55% of shore-based employees are seeking a new job

Whichever way you turn at the moment, you cannot escape the needs or wants of people. For those of us in the maritime industry, the plight of our seafarers due to an inability to carry out crew changes continues to dominate and, quite rightly, take precedence. What they and their families are enduring is unimaginable and those working to rectify the situation are doing a phenomenal job. Even the Pope has offered his support.
But there is another shark in the water and that is growing levels of dissatisfaction within the shore-based maritime community.
Imagine you’re sitting in your company office (I appreciate that may seem a distant memory) and 94% of your employees / colleagues tender their resignation today. The impact that would have could be lethal for your business and your organisations’ reputation.
Whilst it is extremely unlikely that will happen, now imagine that 94% of your workforce is in the office but thinking about moving on and wondering about their next job with their next employer. That, it would seem from the results of the Maritime Employee Survey Report 2020, is a very real scenario as it found that 55% of employees are actively seeking a new role and a further 39% are not actively looking but are open to offers.
This will already be impacting businesses.
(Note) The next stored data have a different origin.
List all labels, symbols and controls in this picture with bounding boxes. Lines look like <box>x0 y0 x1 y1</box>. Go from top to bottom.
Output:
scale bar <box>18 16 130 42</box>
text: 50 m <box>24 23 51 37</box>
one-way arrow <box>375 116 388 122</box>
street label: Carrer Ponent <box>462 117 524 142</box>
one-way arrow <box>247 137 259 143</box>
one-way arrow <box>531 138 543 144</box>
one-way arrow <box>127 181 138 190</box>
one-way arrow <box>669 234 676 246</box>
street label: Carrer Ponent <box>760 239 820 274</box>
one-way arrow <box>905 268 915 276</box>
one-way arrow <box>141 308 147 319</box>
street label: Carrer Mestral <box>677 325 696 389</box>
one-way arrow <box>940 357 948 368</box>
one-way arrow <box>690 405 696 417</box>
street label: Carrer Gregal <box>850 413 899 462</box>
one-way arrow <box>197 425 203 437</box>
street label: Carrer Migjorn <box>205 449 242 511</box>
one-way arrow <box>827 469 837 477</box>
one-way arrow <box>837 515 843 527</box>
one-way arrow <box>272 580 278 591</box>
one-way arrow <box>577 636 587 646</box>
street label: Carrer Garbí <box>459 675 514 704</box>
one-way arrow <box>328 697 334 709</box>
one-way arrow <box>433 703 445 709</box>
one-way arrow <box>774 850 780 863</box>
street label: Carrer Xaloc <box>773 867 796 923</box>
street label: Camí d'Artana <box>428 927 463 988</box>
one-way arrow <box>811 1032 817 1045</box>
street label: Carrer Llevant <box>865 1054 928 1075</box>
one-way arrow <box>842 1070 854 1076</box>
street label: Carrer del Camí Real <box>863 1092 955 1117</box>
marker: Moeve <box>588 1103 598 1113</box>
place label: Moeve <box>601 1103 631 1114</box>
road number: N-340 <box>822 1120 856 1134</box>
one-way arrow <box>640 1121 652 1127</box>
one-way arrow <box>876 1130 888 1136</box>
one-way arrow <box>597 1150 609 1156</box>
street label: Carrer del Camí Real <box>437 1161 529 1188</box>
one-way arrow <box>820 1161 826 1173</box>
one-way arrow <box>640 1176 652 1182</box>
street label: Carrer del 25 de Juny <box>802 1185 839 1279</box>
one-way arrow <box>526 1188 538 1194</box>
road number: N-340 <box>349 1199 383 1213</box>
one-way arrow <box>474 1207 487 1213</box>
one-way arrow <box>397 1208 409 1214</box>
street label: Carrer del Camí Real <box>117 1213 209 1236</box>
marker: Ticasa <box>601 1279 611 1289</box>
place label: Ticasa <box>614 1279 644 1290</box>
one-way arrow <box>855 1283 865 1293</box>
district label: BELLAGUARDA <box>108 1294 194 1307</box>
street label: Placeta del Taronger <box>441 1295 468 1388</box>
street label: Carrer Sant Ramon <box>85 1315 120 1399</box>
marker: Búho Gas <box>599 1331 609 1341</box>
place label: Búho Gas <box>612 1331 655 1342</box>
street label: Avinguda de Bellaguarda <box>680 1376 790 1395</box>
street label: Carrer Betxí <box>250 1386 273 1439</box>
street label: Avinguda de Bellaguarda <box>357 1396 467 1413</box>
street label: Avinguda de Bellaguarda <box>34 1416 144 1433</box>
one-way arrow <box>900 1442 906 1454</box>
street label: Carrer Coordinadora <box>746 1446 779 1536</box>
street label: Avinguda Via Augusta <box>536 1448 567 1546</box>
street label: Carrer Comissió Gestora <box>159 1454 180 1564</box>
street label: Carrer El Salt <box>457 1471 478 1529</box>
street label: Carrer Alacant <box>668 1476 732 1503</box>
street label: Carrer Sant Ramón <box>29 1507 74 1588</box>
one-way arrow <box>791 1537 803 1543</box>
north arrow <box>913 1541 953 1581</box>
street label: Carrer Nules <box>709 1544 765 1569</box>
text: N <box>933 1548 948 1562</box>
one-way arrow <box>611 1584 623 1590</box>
Employees are highly unlikely to be at their productive best and what about the knock-on impact to motivation and innovation? Also, forget loyalty, that’s likely to have gone out of the window the moment the grass started seeming greener elsewhere. Even for the six out of every 100 employees who are not open to a move, the atmosphere is unlikely to be one they will thrive in.
The report also reveals that an overwhelming 90% would like their employer to do more to create a workplace where everyone feels valued and able to contribute their thoughts and ideas. Surely this should make all of us sit up and take notice? Yes, this is a snapshot of the industry but the sentiment is strong and not to be ignored.
What about if we take this one step further and look at what has been happening on an individual level? The survey was undertaken from January to March so just as Covid-19 was declared a pandemic. At that time, less than half of survey respondents (a mere 48%) had had at least one meaningful conversation about their personal development with their line manager within the last six months preceding survey completion. It’s likely that figure is now considerably higher with the requirement to work from home and the effects of Covid-19 still being felt to the detriment of personal development opportunities. Furthermore, only 60% of employees cite their company culture as being one where they feel supported in the workplace.
The good news is that our employees want to learn (75% are motivated to take part in training to develop their career) and they want their employers to help them understand how they can do their job better. 74% of the survey participants would like to have a defined development plan to help them understand what they need to do in order to do their job better. Isn’t this a fundamental part of an employers’ responsibility and one where both parties stand to reap the benefits?
The majority of shipping is at a very immature stage when it comes to inclusion and employee engagement but, thankfully, there is progression and there are companies making great strides. Only last week one individual I know took a job that was a sideways move and a major part of his decision was due to the working environment and the employee values demonstrated throughout every level of the organisation.
If inclusion and employee engagement are new concepts to your organisation or ones you wish to drive further, you can opt to outsource which will give you the opportunity to take a more holistic view of all the options available to you, tailor them to your specific needs and timetables whilst being supported at every stage of the process. It also allows you to capitalise on best practice methodologies used in other more advanced sectors. Furthermore, it is possible to see results quickly as from the moment you proactively seek improvement, you can start to turn the tide.
Providing a working environment where people feel supported, developed, engaged and a proactive and valued contributor to their organisation should be a business priority for every CEO / president / business owner. It does require investment in terms of time and resource but the return on said investment is proven to be positive. For those who don’t try, get ready to invest in replacing your staff and see how much that costs you and your business. It’s unlikely the Pope would step in to help you with this one.

Heidi Heseltine

Heidi Heseltine is the CEO of Halcyon Recruitment and co-founder of the Diversity Study Group. Her past career saw her work for shipowners, brokers as well as Levelseas.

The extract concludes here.